BEGIN
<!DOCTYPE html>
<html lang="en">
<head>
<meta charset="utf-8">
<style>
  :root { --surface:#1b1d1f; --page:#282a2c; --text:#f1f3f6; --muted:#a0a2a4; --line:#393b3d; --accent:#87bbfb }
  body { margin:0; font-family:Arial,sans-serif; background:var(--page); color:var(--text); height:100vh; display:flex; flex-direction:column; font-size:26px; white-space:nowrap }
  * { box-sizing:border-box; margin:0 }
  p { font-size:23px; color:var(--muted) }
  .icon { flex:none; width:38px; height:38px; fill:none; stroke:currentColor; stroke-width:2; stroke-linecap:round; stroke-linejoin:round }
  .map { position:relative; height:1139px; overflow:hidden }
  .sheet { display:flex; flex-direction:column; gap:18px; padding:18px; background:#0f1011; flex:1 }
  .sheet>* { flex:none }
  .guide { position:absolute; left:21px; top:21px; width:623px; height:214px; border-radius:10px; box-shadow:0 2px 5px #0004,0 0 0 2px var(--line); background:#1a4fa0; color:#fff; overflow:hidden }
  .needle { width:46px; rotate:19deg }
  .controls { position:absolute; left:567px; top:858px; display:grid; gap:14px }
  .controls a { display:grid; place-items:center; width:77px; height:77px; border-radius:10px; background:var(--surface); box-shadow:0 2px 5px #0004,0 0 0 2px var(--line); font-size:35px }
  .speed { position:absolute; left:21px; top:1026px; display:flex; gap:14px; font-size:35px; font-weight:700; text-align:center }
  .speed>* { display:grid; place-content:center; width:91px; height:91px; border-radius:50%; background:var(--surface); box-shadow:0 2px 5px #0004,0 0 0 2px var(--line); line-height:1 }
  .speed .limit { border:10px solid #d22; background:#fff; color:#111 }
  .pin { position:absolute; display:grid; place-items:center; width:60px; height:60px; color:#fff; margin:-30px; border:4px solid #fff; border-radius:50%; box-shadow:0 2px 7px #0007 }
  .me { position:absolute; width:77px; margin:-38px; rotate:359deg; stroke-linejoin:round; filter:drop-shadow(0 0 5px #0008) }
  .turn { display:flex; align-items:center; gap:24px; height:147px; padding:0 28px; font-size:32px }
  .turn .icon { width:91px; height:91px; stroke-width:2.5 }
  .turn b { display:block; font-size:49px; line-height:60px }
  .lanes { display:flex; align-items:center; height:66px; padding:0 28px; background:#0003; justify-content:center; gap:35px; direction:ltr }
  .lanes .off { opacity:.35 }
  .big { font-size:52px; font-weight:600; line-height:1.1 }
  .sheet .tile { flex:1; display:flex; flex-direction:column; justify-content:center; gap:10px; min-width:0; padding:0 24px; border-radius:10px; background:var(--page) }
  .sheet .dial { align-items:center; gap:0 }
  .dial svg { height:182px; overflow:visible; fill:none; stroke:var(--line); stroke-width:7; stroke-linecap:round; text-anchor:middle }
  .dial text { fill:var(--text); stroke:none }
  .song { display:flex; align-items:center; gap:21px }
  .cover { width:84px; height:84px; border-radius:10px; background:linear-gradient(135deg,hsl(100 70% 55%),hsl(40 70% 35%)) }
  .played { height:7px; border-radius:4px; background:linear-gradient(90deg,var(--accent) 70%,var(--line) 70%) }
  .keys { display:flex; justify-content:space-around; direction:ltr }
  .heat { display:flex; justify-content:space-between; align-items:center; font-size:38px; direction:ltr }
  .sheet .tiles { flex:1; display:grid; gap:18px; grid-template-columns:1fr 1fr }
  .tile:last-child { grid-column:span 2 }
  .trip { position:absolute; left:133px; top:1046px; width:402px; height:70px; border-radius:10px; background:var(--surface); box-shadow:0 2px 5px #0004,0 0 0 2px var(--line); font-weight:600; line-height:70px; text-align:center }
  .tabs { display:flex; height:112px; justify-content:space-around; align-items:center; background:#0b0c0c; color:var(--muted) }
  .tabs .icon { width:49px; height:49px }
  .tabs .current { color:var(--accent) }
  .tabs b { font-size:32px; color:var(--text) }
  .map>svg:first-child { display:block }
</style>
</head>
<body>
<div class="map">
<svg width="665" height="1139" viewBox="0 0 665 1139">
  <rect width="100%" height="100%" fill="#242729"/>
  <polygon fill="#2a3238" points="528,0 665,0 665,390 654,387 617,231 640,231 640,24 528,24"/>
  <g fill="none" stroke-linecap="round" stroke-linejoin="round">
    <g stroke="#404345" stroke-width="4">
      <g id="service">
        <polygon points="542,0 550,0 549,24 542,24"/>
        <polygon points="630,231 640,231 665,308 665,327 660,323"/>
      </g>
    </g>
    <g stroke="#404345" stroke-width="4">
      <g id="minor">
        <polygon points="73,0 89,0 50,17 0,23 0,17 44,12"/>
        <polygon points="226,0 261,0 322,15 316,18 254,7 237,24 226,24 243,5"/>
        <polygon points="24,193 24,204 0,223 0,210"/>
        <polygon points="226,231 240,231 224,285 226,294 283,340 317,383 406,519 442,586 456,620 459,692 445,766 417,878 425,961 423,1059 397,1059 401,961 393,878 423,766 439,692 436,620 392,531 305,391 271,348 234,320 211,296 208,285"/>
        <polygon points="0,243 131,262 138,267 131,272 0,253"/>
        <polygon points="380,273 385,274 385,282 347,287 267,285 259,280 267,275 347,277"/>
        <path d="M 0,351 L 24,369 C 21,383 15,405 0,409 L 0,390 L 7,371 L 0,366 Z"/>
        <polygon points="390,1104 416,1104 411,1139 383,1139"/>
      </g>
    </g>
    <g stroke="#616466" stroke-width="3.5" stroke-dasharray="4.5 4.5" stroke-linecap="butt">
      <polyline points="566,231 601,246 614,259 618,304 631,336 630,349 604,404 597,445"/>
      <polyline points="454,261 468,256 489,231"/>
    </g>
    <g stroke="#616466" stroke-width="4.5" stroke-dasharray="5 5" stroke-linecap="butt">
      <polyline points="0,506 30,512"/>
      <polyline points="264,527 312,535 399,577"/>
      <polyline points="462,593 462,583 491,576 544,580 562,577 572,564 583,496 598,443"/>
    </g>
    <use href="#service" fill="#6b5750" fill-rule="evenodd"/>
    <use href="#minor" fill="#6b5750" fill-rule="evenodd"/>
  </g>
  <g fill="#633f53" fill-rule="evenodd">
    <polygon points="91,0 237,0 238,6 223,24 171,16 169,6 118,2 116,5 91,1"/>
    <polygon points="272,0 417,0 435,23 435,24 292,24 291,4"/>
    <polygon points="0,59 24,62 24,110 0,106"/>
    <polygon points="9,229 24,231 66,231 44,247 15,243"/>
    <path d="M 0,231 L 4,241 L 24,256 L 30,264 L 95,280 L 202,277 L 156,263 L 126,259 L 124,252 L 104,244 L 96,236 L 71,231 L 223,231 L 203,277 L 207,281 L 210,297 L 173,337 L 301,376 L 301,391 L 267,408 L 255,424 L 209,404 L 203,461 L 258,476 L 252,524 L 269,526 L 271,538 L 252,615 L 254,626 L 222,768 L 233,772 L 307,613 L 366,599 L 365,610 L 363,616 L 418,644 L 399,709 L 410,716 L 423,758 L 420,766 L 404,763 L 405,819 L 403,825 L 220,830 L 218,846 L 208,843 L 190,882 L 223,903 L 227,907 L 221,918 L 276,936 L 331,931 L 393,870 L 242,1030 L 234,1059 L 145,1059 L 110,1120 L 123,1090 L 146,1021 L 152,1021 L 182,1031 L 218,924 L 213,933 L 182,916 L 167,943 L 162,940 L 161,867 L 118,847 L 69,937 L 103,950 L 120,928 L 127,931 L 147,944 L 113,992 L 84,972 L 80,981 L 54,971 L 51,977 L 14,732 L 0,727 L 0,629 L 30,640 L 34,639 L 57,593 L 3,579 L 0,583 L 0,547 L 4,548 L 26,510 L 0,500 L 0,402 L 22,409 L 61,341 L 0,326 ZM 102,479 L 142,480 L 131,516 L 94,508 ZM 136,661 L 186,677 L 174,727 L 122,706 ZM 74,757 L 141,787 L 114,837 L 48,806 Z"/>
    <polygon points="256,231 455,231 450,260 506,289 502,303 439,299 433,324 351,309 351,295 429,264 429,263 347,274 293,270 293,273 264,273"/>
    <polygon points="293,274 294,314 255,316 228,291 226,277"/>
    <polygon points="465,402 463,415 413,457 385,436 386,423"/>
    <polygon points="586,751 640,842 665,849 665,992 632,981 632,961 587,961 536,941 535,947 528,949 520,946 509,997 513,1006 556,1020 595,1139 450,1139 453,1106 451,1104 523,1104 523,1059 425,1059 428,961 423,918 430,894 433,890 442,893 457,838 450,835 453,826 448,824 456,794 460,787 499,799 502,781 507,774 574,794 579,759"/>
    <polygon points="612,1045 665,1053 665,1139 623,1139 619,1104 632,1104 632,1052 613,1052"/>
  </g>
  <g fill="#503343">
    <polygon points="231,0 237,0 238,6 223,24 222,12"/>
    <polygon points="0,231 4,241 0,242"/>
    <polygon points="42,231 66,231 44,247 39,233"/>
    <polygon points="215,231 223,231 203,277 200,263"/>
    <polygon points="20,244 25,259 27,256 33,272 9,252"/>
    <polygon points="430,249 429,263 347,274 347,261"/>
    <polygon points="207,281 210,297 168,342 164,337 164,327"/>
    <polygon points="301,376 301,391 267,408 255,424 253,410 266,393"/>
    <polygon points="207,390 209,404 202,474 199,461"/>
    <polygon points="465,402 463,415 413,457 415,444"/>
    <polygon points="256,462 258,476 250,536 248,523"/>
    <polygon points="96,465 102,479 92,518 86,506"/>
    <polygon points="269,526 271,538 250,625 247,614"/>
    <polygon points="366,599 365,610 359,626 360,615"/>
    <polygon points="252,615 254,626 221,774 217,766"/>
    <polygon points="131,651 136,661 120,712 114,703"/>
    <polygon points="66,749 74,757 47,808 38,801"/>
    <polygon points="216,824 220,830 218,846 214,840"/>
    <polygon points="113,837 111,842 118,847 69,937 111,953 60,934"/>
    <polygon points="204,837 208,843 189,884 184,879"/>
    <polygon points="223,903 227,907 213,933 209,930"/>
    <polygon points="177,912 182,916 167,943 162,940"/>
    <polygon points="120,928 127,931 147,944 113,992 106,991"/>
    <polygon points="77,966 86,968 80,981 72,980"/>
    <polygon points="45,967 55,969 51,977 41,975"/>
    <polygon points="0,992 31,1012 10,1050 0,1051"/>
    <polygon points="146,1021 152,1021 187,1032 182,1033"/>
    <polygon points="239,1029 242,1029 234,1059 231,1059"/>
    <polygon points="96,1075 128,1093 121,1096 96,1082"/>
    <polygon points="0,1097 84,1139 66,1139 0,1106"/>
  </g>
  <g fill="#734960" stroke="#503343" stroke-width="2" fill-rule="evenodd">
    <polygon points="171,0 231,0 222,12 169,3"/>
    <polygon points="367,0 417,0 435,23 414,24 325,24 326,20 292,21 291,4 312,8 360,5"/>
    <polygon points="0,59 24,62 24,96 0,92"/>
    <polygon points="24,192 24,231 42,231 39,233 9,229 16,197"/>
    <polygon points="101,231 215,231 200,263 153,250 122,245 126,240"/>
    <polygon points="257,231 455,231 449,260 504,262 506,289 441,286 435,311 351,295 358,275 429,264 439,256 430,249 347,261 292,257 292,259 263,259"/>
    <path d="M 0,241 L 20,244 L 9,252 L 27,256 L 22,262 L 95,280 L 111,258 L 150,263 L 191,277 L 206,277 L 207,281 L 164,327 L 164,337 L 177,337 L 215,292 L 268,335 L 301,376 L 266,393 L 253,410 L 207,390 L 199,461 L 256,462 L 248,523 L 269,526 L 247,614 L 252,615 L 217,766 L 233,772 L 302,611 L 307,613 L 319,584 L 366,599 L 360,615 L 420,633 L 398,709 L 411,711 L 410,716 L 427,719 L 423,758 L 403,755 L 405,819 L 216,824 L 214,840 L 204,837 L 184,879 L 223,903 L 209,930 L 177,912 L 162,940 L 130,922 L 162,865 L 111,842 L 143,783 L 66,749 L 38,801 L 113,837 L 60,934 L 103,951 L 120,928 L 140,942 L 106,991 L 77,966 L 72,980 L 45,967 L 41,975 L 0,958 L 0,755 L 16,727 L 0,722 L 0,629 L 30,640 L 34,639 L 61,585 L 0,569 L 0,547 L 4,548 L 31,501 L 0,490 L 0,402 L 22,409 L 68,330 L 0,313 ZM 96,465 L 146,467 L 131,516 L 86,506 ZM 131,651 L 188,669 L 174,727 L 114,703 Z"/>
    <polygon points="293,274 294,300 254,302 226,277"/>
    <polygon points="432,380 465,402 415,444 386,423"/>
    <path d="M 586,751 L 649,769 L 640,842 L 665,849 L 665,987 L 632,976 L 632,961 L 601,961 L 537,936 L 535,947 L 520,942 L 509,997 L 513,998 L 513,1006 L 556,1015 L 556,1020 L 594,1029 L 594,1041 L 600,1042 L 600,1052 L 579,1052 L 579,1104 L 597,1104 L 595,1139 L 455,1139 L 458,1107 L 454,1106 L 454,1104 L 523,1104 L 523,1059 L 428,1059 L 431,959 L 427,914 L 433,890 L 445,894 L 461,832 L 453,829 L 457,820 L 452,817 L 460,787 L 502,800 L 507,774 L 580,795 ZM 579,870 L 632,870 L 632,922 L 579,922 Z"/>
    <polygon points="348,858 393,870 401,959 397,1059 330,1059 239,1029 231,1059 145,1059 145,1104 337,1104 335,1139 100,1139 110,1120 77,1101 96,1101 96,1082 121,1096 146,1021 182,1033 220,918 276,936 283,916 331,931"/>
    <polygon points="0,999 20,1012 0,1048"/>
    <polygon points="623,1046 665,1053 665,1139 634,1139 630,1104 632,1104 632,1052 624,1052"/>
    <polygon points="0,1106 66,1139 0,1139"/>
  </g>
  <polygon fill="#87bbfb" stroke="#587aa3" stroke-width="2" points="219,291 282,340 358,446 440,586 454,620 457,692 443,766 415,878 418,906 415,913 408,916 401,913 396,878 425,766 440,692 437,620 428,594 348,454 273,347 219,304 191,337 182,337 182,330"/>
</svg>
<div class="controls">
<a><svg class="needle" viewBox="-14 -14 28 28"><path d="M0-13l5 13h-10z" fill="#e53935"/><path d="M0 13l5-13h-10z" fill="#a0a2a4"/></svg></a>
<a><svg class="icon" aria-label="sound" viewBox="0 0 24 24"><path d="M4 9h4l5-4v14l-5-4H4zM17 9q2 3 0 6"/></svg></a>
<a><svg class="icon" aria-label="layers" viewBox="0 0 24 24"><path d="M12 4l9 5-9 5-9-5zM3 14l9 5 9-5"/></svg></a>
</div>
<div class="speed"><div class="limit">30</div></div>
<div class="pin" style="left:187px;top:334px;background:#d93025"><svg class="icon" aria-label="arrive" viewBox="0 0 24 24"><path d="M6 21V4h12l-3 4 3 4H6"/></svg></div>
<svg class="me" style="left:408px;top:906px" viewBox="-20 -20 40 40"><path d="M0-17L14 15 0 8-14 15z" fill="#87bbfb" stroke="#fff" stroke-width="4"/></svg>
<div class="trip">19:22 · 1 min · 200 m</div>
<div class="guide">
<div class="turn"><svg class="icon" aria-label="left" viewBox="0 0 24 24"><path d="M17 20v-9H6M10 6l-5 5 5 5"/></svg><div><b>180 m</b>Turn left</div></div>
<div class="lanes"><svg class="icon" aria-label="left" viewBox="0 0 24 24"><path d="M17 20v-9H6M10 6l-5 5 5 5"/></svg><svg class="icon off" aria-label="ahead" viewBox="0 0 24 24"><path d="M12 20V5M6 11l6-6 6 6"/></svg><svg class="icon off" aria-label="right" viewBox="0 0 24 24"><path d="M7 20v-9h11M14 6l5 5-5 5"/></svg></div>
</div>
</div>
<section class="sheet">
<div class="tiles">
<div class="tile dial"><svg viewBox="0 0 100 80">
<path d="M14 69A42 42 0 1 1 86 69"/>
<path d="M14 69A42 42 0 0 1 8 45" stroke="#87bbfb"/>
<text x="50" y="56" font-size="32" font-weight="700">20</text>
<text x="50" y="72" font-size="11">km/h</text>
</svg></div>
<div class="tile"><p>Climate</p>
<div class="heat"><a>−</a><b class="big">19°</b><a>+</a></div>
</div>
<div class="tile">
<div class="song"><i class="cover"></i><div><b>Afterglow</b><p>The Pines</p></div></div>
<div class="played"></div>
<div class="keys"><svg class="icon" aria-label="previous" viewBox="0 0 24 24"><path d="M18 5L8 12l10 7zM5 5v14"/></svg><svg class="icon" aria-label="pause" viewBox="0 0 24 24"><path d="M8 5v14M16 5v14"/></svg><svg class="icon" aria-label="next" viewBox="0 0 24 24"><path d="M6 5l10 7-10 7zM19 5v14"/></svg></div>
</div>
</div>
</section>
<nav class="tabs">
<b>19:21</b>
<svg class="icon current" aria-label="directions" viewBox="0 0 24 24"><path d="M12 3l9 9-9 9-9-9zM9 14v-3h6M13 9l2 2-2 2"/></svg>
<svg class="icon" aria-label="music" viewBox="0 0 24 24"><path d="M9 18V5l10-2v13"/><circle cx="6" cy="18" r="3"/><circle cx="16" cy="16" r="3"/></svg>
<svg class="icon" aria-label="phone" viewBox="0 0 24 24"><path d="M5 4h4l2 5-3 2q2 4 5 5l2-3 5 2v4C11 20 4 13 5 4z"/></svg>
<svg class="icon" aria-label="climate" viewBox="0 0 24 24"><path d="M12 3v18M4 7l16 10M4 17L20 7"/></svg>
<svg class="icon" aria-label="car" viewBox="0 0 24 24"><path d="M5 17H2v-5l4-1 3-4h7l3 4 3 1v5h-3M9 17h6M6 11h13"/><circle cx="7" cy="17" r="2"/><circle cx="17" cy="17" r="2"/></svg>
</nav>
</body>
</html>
END
• WHAT YOU NEED TO DO:
Would you please return all lines of the data that include the word "played"?

• RESULT OF THE EXERCISE:
  .played { height:7px; border-radius:4px; background:linear-gradient(90deg,var(--accent) 70%,var(--line) 70%) }
<div class="played"></div>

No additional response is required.